In September, he was returned to the first camp for a Ganesh elephant festival and was evidently emaciated, his feet were missing even more toenails and still unhealed, and new abscesses had developed on his body. He also had several lesions on his back where areas of skin were sloughing off. According to one mahout, this is where he had been repeatedly beaten at the Game Hut camp. While chained to a tree, he was severely gored in the left thigh by a wild bull elephant that came into the elephant camp in the middle of the afternoon. Loki remains in chains at the Theppakadu Elephant Camp. Even though he is now being given more food, he opens and closes his mouth when anyone comes by. We interpret this mouthing behavior as infantile care- soliciting and indicative of learned helplessness.

In early December, Nigel Otter was able to visit Loki and have contact with him for the first time in almost 10 months. Loki immediately gave his greeting call to Nigel, who reports that most of his wounds are now superficially healed but with extensive fibrous masses that can be felt under the skin. According to Forest Department employees, Loki is beaten every day, and he cries in protest, as he is forced to lie down in the river to be bathed. An appeal has been presented to the authorities to allow him to be bathed in the standing position because the wounds to his legs and confinement for many months in a small kraal have crippled him, making it extremely painful to flex and extend his legs in order to go down easily on command without repeated beatings.

IPAN continues to press for Loki being provided a large enclosed area where he would no longer be kept in chains. Ideally, the Elephant Camp should become an Elephant Sanctuary with elephants, who cannot be released into the wild, kept unchained in enclosed social groups. But there are pressures to maintain it as a semi-captive breeding center (with female elephants allowed into the forest on drag- chains to breed with wild bulls). There is a rising demand for young Asian elephants to replenish those in zoos and circuses, otherwise the captive US population, according to experts, will become extinct in 50 years.

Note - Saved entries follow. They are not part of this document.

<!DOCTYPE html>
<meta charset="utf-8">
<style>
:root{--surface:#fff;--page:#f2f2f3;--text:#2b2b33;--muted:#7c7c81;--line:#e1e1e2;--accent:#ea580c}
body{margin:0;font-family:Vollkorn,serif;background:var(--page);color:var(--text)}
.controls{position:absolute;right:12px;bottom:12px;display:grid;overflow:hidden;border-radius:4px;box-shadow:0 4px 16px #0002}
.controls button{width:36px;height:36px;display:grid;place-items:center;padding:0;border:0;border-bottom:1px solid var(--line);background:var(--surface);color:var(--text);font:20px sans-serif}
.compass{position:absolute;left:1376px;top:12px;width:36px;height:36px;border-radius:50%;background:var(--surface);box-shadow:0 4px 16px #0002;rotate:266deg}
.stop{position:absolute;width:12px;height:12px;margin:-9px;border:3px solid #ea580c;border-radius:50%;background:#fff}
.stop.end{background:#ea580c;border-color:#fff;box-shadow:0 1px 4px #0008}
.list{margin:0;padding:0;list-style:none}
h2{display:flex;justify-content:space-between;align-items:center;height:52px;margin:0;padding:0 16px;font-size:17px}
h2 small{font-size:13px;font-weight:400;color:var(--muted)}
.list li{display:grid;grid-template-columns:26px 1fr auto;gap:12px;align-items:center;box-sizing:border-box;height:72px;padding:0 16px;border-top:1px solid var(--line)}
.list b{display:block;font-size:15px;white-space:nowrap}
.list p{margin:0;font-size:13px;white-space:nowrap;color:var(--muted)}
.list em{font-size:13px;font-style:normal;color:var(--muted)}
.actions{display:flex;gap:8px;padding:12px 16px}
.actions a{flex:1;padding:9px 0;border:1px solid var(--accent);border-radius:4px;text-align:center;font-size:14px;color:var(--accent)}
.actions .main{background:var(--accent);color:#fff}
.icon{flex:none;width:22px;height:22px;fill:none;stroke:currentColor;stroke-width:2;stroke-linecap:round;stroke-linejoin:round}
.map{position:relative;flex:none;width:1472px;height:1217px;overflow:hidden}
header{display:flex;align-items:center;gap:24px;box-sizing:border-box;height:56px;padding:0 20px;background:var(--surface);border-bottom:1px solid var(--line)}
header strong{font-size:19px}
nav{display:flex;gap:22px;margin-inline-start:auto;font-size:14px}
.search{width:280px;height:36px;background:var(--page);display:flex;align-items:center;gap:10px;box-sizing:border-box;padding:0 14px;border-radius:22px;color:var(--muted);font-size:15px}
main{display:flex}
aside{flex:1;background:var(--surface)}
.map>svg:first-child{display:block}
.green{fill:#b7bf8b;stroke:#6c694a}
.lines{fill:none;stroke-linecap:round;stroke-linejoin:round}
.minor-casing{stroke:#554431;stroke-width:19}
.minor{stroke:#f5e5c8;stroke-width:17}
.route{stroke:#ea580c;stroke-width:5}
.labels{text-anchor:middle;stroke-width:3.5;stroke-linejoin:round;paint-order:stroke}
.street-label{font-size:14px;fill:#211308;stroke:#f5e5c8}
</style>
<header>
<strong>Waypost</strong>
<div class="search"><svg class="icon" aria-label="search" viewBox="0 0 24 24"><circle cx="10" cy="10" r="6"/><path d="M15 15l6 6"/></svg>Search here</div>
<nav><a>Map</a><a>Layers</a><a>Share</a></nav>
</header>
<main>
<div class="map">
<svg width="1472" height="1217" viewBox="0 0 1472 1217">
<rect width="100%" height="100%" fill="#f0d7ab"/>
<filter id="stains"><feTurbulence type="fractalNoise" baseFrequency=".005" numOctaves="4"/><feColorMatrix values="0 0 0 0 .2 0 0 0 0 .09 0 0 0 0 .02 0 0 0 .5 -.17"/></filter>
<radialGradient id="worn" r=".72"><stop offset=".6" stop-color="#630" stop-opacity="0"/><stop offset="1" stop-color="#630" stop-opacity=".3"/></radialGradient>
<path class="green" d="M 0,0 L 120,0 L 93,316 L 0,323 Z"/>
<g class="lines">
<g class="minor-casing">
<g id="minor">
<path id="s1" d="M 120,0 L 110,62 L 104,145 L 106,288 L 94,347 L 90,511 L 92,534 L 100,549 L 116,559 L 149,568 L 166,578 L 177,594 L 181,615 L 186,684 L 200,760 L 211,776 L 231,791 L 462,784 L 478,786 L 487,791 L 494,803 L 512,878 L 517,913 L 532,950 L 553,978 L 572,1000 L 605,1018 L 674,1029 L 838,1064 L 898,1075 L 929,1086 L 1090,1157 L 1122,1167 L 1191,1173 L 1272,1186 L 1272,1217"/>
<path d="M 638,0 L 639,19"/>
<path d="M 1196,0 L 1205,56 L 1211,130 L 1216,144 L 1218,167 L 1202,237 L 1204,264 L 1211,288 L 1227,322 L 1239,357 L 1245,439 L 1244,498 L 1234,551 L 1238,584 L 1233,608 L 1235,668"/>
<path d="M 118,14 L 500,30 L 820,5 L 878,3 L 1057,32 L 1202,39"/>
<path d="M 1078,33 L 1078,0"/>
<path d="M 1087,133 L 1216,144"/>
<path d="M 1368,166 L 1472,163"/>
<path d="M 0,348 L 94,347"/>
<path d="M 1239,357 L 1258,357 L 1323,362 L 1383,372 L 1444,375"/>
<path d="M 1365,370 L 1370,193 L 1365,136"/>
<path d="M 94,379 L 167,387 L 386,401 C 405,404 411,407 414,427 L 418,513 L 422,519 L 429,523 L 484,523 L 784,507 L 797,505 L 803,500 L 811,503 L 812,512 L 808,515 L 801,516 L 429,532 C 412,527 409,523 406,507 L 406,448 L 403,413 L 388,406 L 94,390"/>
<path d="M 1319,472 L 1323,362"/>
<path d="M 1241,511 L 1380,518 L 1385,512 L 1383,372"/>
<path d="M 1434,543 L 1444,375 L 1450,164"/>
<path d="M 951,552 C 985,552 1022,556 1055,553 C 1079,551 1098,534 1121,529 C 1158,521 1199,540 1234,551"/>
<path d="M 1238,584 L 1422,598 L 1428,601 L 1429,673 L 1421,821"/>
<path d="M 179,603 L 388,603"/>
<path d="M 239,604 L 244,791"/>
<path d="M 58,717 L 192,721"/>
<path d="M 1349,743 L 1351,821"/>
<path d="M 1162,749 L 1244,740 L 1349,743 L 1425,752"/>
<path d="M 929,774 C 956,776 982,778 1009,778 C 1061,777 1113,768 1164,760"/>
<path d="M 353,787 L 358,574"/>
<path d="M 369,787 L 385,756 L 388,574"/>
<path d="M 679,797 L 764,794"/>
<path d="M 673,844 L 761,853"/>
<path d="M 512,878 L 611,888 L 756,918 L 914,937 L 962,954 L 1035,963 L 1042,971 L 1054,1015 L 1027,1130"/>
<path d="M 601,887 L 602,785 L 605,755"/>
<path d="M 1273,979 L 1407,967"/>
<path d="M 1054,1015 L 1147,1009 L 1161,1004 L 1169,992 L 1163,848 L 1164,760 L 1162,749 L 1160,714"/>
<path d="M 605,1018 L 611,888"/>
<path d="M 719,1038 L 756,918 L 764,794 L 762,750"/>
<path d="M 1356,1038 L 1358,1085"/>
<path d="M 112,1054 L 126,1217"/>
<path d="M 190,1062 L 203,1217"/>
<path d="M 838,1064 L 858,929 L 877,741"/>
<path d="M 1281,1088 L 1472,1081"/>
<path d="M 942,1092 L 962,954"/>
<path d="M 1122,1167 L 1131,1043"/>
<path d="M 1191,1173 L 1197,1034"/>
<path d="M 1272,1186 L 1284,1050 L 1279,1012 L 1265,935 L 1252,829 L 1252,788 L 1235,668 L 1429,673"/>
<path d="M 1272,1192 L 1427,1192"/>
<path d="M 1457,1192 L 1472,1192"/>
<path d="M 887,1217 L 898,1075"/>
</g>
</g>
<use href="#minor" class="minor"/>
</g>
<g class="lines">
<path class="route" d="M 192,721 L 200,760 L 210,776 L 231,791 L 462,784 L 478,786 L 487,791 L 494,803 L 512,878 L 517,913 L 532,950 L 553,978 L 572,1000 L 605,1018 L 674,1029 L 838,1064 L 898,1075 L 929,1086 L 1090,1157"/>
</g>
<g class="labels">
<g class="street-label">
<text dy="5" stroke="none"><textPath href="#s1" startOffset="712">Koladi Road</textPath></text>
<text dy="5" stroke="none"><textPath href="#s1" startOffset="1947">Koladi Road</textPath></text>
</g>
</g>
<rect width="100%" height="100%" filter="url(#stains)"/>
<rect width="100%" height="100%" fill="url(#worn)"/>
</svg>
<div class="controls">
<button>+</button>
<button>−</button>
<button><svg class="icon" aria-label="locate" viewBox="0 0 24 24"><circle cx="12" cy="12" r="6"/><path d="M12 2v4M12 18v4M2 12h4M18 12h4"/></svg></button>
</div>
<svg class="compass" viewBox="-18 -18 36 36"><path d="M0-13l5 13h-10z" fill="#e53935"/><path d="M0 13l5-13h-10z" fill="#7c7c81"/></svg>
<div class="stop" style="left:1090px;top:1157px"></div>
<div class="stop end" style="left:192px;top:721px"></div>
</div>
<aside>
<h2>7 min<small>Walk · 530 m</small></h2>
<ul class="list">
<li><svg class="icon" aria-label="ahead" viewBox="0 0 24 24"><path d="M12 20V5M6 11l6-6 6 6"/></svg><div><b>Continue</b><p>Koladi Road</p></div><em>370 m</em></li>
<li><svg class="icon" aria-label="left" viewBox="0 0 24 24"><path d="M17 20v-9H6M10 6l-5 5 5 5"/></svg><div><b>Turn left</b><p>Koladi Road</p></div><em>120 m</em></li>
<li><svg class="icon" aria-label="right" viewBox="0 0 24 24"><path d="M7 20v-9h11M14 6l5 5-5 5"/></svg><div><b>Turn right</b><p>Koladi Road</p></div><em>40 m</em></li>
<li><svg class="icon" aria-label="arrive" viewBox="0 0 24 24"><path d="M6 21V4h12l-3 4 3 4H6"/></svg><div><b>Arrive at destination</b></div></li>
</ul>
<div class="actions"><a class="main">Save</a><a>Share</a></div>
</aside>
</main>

The saga of Loki is a double tragedy that can still be put right. First, he was given hope by the tender loving care and healing expertise of IPAN staff, and that was all taken away when officials ordered the mahouts to beat him into submission. Secondly, there is concern about how some officials and members of the press have painted IPAN and Deanna. She had renounced the comfort and security of her home in the U.S. to work in India and serve those animals in need in the remote tribal and village communities for free, where adequate veterinary services were nonexistent until IPAN's arrival.

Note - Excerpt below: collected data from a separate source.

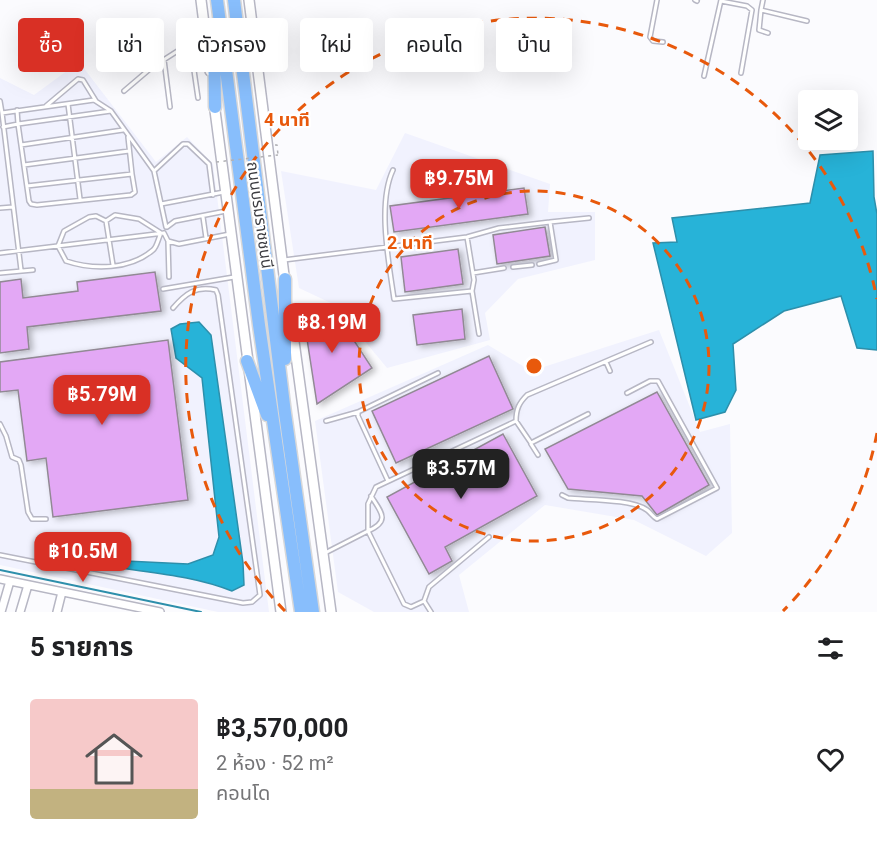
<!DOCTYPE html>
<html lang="th">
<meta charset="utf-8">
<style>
body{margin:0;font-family:Roboto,"Noto Sans Thai",sans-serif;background:#f2f2f2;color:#202124;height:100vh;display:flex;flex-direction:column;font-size:22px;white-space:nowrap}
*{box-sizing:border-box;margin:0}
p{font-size:20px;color:#757577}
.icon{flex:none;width:33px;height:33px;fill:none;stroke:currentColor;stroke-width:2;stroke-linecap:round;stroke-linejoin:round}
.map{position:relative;height:612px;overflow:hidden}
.details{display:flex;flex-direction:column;background:#fff;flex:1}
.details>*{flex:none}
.top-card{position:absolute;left:18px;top:18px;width:842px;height:54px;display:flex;gap:12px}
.buttons{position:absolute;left:798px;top:90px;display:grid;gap:12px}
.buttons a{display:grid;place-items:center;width:60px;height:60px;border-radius:6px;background:#fff;box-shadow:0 6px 24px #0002;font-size:30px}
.price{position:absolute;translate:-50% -51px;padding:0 14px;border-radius:12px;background:#d93025;color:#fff;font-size:20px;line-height:39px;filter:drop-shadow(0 2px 3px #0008)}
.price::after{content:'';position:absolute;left:50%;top:36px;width:18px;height:14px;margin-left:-9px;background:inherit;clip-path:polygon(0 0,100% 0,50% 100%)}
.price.active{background:#222;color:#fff}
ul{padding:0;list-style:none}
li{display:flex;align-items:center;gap:18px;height:150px;padding:0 30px}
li+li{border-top:2px solid #e0e0e0}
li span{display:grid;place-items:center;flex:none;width:168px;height:120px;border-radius:6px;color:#555}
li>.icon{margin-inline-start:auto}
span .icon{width:72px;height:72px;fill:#fffc;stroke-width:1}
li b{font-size:26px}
h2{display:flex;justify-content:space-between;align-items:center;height:72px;padding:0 30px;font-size:26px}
.pill{padding:0 21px;border-radius:6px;background:#fff;box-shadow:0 6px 24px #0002;font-size:21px;line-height:54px}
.pill.active{background:#d93025;color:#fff}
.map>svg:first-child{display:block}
.built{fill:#f1f2fe}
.water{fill:#27b3d8;stroke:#2d8fab;stroke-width:1.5}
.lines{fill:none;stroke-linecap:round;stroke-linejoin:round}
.stream{stroke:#2d8fab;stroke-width:2}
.building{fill:#e3a8f5;stroke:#918994;stroke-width:1.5;filter:url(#shadow)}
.lane-casing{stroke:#b7b7c4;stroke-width:6}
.street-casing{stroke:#b7b7c4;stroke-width:10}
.secondary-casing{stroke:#b7b7c4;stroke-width:12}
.highway-casing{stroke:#d8d8d9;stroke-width:15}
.path{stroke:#b1b1b5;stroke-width:1.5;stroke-dasharray:3 4.5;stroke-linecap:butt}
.lane{stroke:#fff;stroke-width:3}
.street{stroke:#fff;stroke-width:7}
.secondary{stroke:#fff;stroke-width:9}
.highway{stroke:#88befc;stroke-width:12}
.path-bridge{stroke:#b1b1b5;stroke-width:1.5;stroke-dasharray:3 4.5;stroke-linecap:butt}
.ring{fill:none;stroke:#e8590c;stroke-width:3;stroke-dasharray:10 8}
.labels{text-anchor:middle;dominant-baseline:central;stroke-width:4.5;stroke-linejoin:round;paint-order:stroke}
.street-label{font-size:16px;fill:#3c3c41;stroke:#fff}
.centre{fill:#e8590c;stroke:#fff;stroke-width:3}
.ring-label{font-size:18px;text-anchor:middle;font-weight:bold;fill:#e8590c;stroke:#fff;stroke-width:4.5;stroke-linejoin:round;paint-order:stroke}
</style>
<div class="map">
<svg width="877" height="612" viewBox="0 0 877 612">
<defs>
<filter id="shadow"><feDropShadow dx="3.5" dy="2" stdDeviation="3" flood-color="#0004"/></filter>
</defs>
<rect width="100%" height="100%" fill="#fbfbfe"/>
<path class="built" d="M79,62L156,162L187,137L213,164L269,612H218L0,565V78L34,95Z
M405,133L550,184L548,212H595V260L518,279L485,313L490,340L387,368L335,305L299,288L281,171L376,190Z
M659,330L700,432L730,424L732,533L706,556L634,520L545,505L459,575L469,612H374L338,592L315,421L488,345L531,371Z"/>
<path class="water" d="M873,151L874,197L877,214V350L857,348L841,296L784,311L733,344L736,390L725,412L696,420L653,243L677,242L672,218L810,203L820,155Z
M199,322L211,335L243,563L244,585L232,591C192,575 150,573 107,566L106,560L188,564L213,555L219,537L202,378L176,358L171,329L180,324Z"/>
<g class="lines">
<path class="stream" d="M0,570L201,612"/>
</g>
<path class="building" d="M524,188L528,214L394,232L390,206Z
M545,227L550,256L497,264L493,235Z
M458,249L463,284L405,292L401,257Z
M155,272L161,311L27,327L29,349L0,353V282L21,279L23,298L78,291L77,282Z
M462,309L465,339L417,345L413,315Z
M334,310L372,368L317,404L303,313Z
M168,340L188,500L53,517L46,458L27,461L18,390L0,392V362Z
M489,356L513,409L396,463L372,411Z
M657,392L709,485L657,515L642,496L568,489L545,449Z
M503,434L537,496L445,547L452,561L429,574L387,497Z"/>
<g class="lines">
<g class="lane-casing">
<path id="lane" d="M657,0L650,37L653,41L663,42
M695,0L697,1
M763,0L761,10L807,21
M721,1L747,6L752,10L741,73
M761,10L759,30L768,33
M164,60L170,107
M704,76L721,0
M124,91L151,68L190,43
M198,98L190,43L203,32
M0,101L2,113L94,100L111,111L154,171L166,227
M68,104L80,199
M46,106L78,79L83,80L96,101
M111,111L18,124L29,201L31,204L37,205L131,195L135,192L132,174
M2,113L21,270
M3,127L18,124L17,110
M21,145L123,130
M24,165L129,151
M393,170C377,204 389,263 394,299L472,291L474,280L467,237
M154,171L183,144H188L209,164L213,195
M27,186L132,174L128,137
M161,204L224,192
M0,208L13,207
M115,215L139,219L161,233C158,239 157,247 153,250C130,270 93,270 66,261L58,246L64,231L89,217L96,216L106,221Z
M203,217L206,238
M106,221L113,265
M167,227L175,221L226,211
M164,233L168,241L179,244L230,234
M168,241L169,277
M0,253L164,233
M284,260L467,237L499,228L550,222
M539,264L556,260L550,222L589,218
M513,267L532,265
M0,273L33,270
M473,273L504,268
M163,289L234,277
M472,291L479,334
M606,362L610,371
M326,421L358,412
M516,421C516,409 519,403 527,395L651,342
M0,424L6,436L12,457L19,460L21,465L28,512L32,519H46
M531,444L538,455
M388,481L358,416V412L438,373
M562,495L568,498C587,500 632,499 647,510C651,513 653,517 657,519L717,488L658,381H650L627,393
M371,496C381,512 391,521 368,531L404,604L411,607L424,601L431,612
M325,553L368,531V504L376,487L516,421L531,443L588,414
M0,555L243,603L252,602L260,595L218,295L216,290C196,285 185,294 173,308
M424,601L429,587L489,537"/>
</g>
<g class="street-casing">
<path id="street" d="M0,579L160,612
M1,612L10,581
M20,612L28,585
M57,612L62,592"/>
</g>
<g class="secondary-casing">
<path id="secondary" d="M201,0L210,71
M249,0L285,283
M214,103L281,612
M290,312L331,612"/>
</g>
<g class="highway-casing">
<path id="highway" d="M217,0L259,325L301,612
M234,0L285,413L313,612
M214,30L215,107
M285,279V359
M247,361L267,415"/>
</g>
<path class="path" d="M275,145H277L278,155"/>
<use href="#lane" class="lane"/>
<use href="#street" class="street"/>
<use href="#secondary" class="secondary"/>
<use href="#highway" class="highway"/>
<path class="path-bridge" d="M216,162L278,155"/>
</g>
<g class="ring">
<circle cx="534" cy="366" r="175"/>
<path d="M877 433A349 349 0 0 1 783 611M285 611A349 349 0 1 1 877 299"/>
</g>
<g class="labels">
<g class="street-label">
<text transform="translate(260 215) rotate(82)">ถนนบรมราชชนนี</text>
</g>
</g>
<circle cx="534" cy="366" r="9" class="centre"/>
<g class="ring-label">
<text x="287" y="126">4 นาที</text>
<text x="410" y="249">2 นาที</text>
</g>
</svg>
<div class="buttons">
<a><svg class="icon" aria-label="layers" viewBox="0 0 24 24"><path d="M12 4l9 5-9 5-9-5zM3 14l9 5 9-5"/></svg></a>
</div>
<b class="price" style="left:459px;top:210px">฿9.75M</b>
<b class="price" style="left:332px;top:354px">฿8.19M</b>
<b class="price" style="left:102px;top:426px">฿5.79M</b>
<b class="price active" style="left:461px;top:500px">฿3.57M</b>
<b class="price" style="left:83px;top:583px">฿10.5M</b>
<div class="top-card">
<a class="pill active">ซื้อ</a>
<a class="pill">เช่า</a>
<a class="pill">ตัวกรอง</a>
<a class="pill">ใหม่</a>
<a class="pill">คอนโด</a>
<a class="pill">บ้าน</a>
</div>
</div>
<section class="details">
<h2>5 รายการ<svg class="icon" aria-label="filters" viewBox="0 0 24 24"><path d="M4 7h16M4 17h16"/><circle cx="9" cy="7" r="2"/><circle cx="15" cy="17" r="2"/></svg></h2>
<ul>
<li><span style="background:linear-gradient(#f6c9c9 75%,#c2b280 0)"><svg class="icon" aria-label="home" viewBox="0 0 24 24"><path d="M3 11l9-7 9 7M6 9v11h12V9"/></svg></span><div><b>฿3,570,000</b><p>2 ห้อง · 52 m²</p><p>คอนโด</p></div><svg class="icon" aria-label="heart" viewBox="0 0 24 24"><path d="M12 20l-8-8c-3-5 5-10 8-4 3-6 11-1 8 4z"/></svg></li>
</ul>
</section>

Loki is the messenger for the plight of all of India's elephants and of other animals wild and domestic. He is not the exclusive property of India's State Forest Department. He belongs to the world community, and the Indian authorities are being called upon to fulfill the sacred trust of caring for the last of these wild and magnificent creatures by doing what is right for Loki: Simply to work collaboratively with all concerned. The Makhna has suffered enough. The ultimate indignity of his life in chains at this Elephant Camp (that is now giving tourists elephant rides on animals trained by being beaten into submission) if he survives is totally unacceptable to the civilized world.